By Paul Reynolds
World Affairs Correspondent,
BBC News website
Even if he wants to, the next Pope is unlikely to exert such a global influence as did Pope John Paul II.
John Paul II's influence was felt as far afield as Latin America
John Paul II bestrode the world like a colossus.
Right from the start, when he was elected in 1978, he set out his ambitions.
Those ambitions were largely accomplished.
He re-established the conservative values of the Catholic Church.
And despite attracting criticism, for example by opposing contraception even in an Africa ravaged with Aids, he maintained his views with a humanity which was visible to all through vivid communication.
He was a political figure who had views on issues not just of eternity, but of the day.
The range of his interests demonstrates how hard it will be for anyone else to come close to matching his interventions.

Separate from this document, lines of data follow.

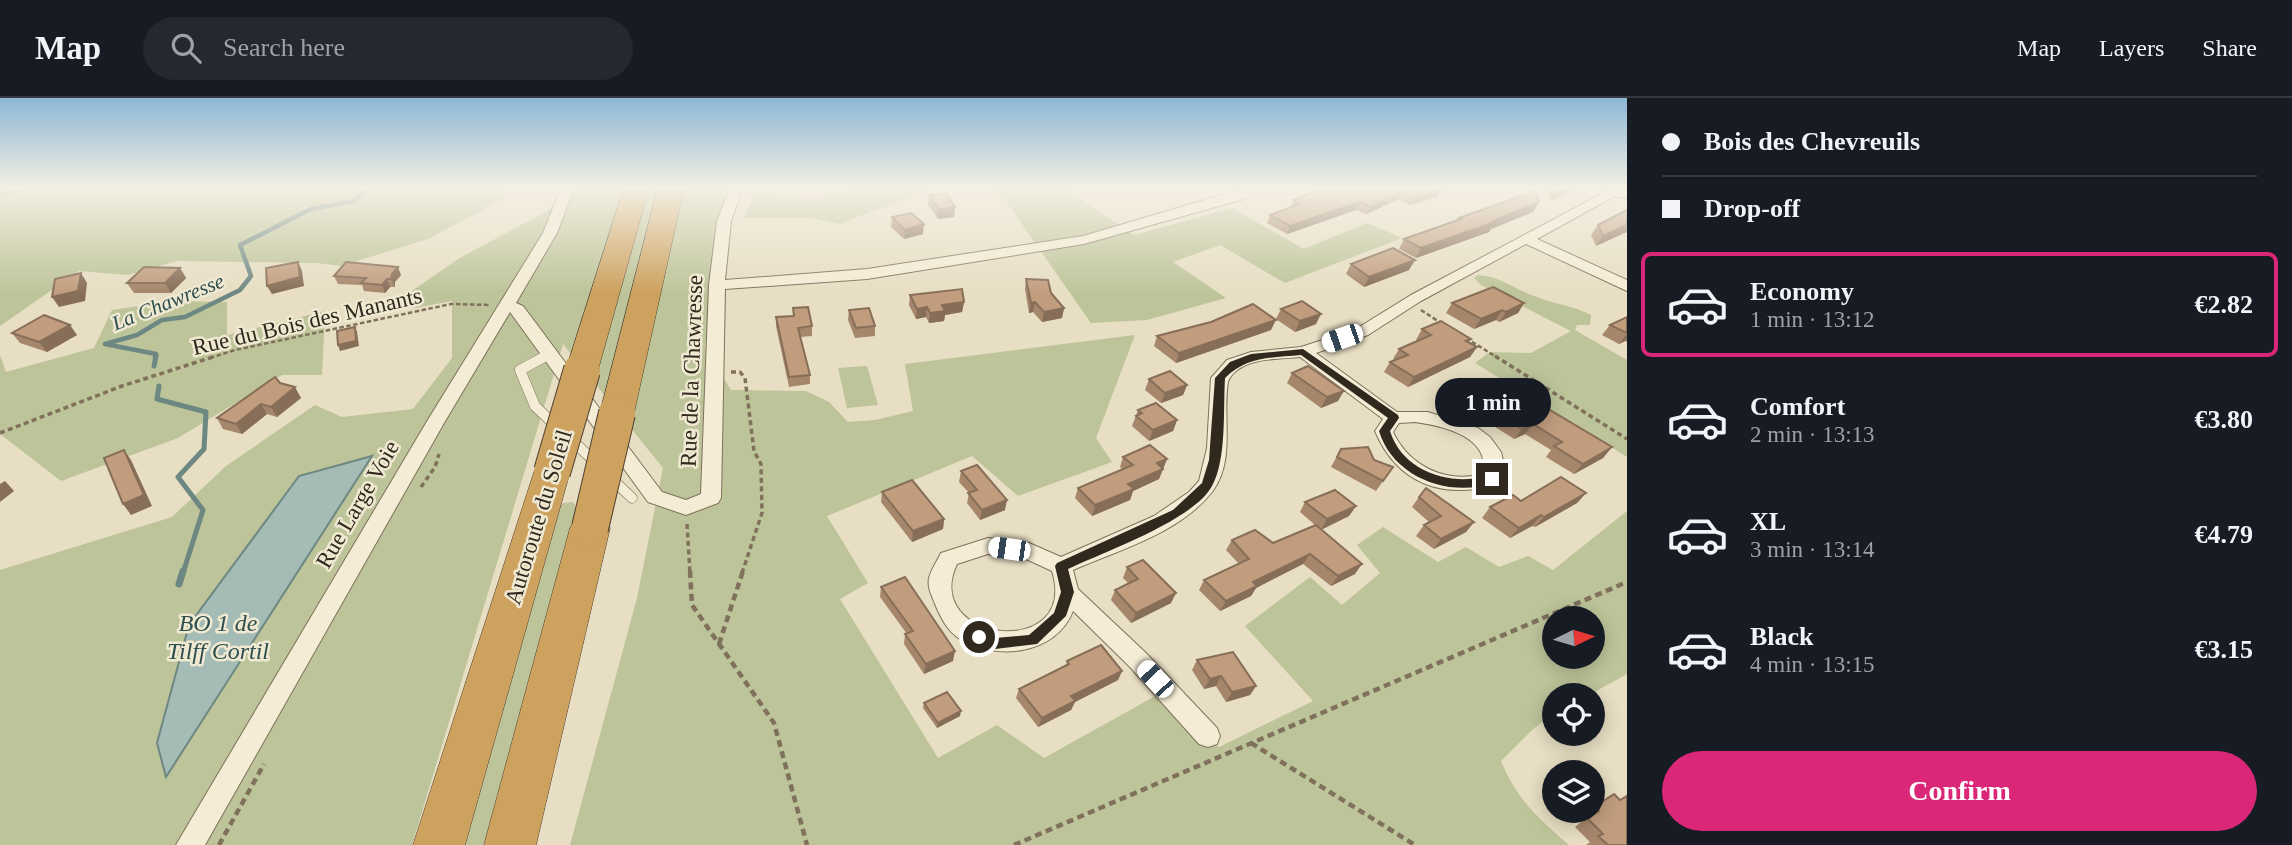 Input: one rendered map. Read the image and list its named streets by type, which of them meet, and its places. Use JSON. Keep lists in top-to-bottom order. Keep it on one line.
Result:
{"streets":{"highway":["Autoroute du Soleil"],"street":["Rue de la Chawresse","Rue Large Voie"],"path":["Rue du Bois des Manants"]},"crossings":[["Rue du Bois des Manants","Rue Large Voie"]],"water":["La Chawresse","BO 1 de Tilff Cortil"],"north":"right","page":{"header":"Map","search":"Search here","nav":["Map","Layers","Share"],"banner":["Bois des Chevreuils","Drop-off"],"list":[{"name":"Economy","note":"1 min · 13:12","value":"€2.82"},{"name":"Comfort","note":"2 min · 13:13","value":"€3.80"},{"name":"XL","note":"3 min · 13:14","value":"€4.79"},{"name":"Black","note":"4 min · 13:15","value":"€3.15"}],"bubble":"1 min","buttons":"Confirm"}} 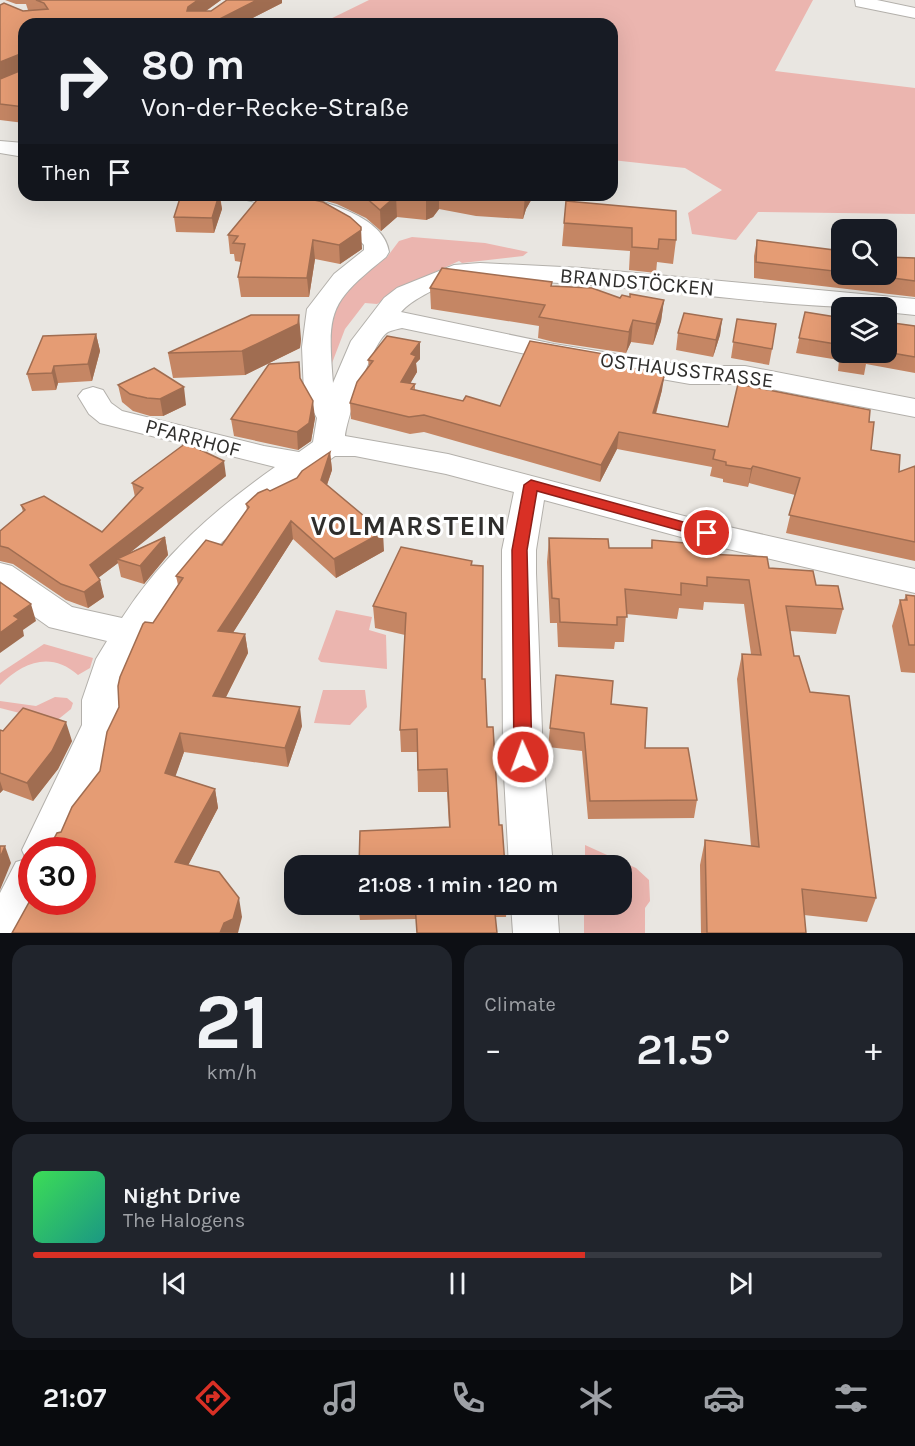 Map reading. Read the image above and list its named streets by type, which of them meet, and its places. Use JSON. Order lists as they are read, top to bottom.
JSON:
{
  "streets": {
    "street": ["BRANDSTÖCKEN", "OSTHAUSSTRASSE", "PFARRHOF"]
  },
  "crossings": [
    ["BRANDSTÖCKEN", "OSTHAUSSTRASSE"]
  ],
  "districts": ["VOLMARSTEIN"],
  "page": {
    "turn": ["80 m", "Von-der-Recke-Straße"],
    "then": "Then",
    "limit": "30",
    "trip": "21:08 · 1 min · 120 m",
    "tile": [
      ["21", "km/h"],
      "Climate"
    ],
    "heat": ["−", "21.5°", "+"],
    "song": ["Night Drive", "The Halogens"],
    "tabs": "21:07"
  }
}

He put an end to liberation theology in Latin America.
On his first visit abroad in January 1979, he told Latin American bishops in Mexico not to regard Jesus as a political activist.
"This conception of Christ as a political figure, a revolutionary, as the subversive of Nazareth, does not tally with the Church's teachings."
He helped put an end to communism in Europe.
After John Paul's visit to his native Poland in June 1979, during which the crowds chanted "We want God", the historian of Eastern Europe Timothy Garton Ash commented: "Everyone saw that Poland is not a communist country-just a communist state."
No wonder the Polish communists sent out the message: "The Pope is our enemy."
He opposed the war in Iraq: "War, like the one now in Iraq, threatens the fate of humanity."
Such a view was awkward for US President George Bush, but the American right tolerated John Paul because he stood against communism (and abortion).
The fact that the White House ignored him over Iraq shows that the temporal powers of a Pope are indeed limited, as Stalin once observed.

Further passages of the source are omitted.